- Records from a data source
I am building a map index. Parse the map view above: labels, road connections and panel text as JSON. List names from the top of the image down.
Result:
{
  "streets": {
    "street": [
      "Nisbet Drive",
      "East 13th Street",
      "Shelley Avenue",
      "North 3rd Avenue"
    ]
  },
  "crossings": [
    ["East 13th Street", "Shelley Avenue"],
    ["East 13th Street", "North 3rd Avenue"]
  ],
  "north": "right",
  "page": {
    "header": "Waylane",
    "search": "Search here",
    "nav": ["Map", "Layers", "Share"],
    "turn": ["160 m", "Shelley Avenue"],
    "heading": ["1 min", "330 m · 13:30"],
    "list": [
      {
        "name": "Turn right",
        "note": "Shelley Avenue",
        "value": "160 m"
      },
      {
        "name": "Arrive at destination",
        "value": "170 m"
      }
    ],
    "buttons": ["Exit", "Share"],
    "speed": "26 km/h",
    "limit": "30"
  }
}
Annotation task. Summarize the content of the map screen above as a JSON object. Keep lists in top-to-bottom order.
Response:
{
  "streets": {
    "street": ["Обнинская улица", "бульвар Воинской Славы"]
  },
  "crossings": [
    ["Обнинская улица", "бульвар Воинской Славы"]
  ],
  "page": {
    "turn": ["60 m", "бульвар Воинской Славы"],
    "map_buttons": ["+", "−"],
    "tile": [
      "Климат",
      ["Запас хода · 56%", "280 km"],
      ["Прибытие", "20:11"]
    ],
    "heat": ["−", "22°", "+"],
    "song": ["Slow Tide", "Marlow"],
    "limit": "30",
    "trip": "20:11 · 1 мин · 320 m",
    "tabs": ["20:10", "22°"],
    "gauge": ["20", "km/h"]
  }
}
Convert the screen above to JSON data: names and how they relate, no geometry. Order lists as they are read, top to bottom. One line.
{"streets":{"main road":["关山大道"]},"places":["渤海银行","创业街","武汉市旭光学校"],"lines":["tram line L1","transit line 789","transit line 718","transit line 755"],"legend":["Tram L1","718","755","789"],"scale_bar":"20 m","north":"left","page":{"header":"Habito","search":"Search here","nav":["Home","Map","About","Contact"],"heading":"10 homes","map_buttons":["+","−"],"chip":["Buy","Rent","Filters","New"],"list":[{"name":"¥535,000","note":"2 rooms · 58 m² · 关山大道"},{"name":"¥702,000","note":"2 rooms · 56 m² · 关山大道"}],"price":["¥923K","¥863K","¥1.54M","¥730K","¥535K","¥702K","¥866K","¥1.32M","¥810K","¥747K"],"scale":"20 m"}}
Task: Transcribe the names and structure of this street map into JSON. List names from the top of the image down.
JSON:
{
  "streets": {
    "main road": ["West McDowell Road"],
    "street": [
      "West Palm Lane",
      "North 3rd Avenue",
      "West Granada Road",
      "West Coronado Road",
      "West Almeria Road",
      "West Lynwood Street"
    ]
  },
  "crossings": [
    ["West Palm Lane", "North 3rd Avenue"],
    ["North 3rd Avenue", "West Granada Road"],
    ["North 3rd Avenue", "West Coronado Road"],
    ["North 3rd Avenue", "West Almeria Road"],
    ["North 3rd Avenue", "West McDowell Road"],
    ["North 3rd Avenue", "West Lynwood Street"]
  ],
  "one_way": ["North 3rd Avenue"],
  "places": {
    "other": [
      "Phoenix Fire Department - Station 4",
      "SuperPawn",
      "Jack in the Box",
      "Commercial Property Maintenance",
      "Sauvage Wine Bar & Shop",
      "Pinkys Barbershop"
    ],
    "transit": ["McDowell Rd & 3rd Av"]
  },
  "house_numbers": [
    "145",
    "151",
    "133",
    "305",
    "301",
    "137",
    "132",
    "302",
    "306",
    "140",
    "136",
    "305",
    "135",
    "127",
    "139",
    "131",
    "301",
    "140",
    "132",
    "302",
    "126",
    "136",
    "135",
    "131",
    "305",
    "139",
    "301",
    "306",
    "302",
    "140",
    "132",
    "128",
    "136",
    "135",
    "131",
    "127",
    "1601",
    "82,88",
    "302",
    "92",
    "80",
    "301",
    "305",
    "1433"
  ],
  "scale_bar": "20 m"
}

- Instructions to follow
What you write must match the records above line for line.

- Task output
I am building a map index. Parse the map view above: labels, road connections and panel text as JSON. List names from the top of the image down.
Result:
{
  "streets": {
    "street": [
      "Nisbet Drive",
      "East 13th Street",
      "Shelley Avenue",
      "North 3rd Avenue"
    ]
  },
  "crossings": [
    ["East 13th Street", "Shelley Avenue"],
    ["East 13th Street", "North 3rd Avenue"]
  ],
  "north": "right",
  "page": {
    "header": "Waylane",
    "search": "Search here",
    "nav": ["Map", "Layers", "Share"],
    "turn": ["160 m", "Shelley Avenue"],
    "heading": ["1 min", "330 m · 13:30"],
    "list": [
      {
        "name": "Turn right",
        "note": "Shelley Avenue",
        "value": "160 m"
      },
      {
        "name": "Arrive at destination",
        "value": "170 m"
      }
    ],
    "buttons": ["Exit", "Share"],
    "speed": "26 km/h",
    "limit": "30"
  }
}
Annotation task. Summarize the content of the map screen above as a JSON object. Keep lists in top-to-bottom order.
Response:
{
  "streets": {
    "street": ["Обнинская улица", "бульвар Воинской Славы"]
  },
  "crossings": [
    ["Обнинская улица", "бульвар Воинской Славы"]
  ],
  "page": {
    "turn": ["60 m", "бульвар Воинской Славы"],
    "map_buttons": ["+", "−"],
    "tile": [
      "Климат",
      ["Запас хода · 56%", "280 km"],
      ["Прибытие", "20:11"]
    ],
    "heat": ["−", "22°", "+"],
    "song": ["Slow Tide", "Marlow"],
    "limit": "30",
    "trip": "20:11 · 1 мин · 320 m",
    "tabs": ["20:10", "22°"],
    "gauge": ["20", "km/h"]
  }
}
Convert the screen above to JSON data: names and how they relate, no geometry. Order lists as they are read, top to bottom. One line.
{"streets":{"main road":["关山大道"]},"places":["渤海银行","创业街","武汉市旭光学校"],"lines":["tram line L1","transit line 789","transit line 718","transit line 755"],"legend":["Tram L1","718","755","789"],"scale_bar":"20 m","north":"left","page":{"header":"Habito","search":"Search here","nav":["Home","Map","About","Contact"],"heading":"10 homes","map_buttons":["+","−"],"chip":["Buy","Rent","Filters","New"],"list":[{"name":"¥535,000","note":"2 rooms · 58 m² · 关山大道"},{"name":"¥702,000","note":"2 rooms · 56 m² · 关山大道"}],"price":["¥923K","¥863K","¥1.54M","¥730K","¥535K","¥702K","¥866K","¥1.32M","¥810K","¥747K"],"scale":"20 m"}}
Task: Transcribe the names and structure of this street map into JSON. List names from the top of the image down.
JSON:
{
  "streets": {
    "main road": ["West McDowell Road"],
    "street": [
      "West Palm Lane",
      "North 3rd Avenue",
      "West Granada Road",
      "West Coronado Road",
      "West Almeria Road",
      "West Lynwood Street"
    ]
  },
  "crossings": [
    ["West Palm Lane", "North 3rd Avenue"],
    ["North 3rd Avenue", "West Granada Road"],
    ["North 3rd Avenue", "West Coronado Road"],
    ["North 3rd Avenue", "West Almeria Road"],
    ["North 3rd Avenue", "West McDowell Road"],
    ["North 3rd Avenue", "West Lynwood Street"]
  ],
  "one_way": ["North 3rd Avenue"],
  "places": {
    "other": [
      "Phoenix Fire Department - Station 4",
      "SuperPawn",
      "Jack in the Box",
      "Commercial Property Maintenance",
      "Sauvage Wine Bar & Shop",
      "Pinkys Barbershop"
    ],
    "transit": ["McDowell Rd & 3rd Av"]
  },
  "house_numbers": [
    "145",
    "151",
    "133",
    "305",
    "301",
    "137",
    "132",
    "302",
    "306",
    "140",
    "136",
    "305",
    "135",
    "127",
    "139",
    "131",
    "301",
    "140",
    "132",
    "302",
    "126",
    "136",
    "135",
    "131",
    "305",
    "139",
    "301",
    "306",
    "302",
    "140",
    "132",
    "128",
    "136",
    "135",
    "131",
    "127",
    "1601",
    "82,88",
    "302",
    "92",
    "80",
    "301",
    "305",
    "1433"
  ],
  "scale_bar": "20 m"
}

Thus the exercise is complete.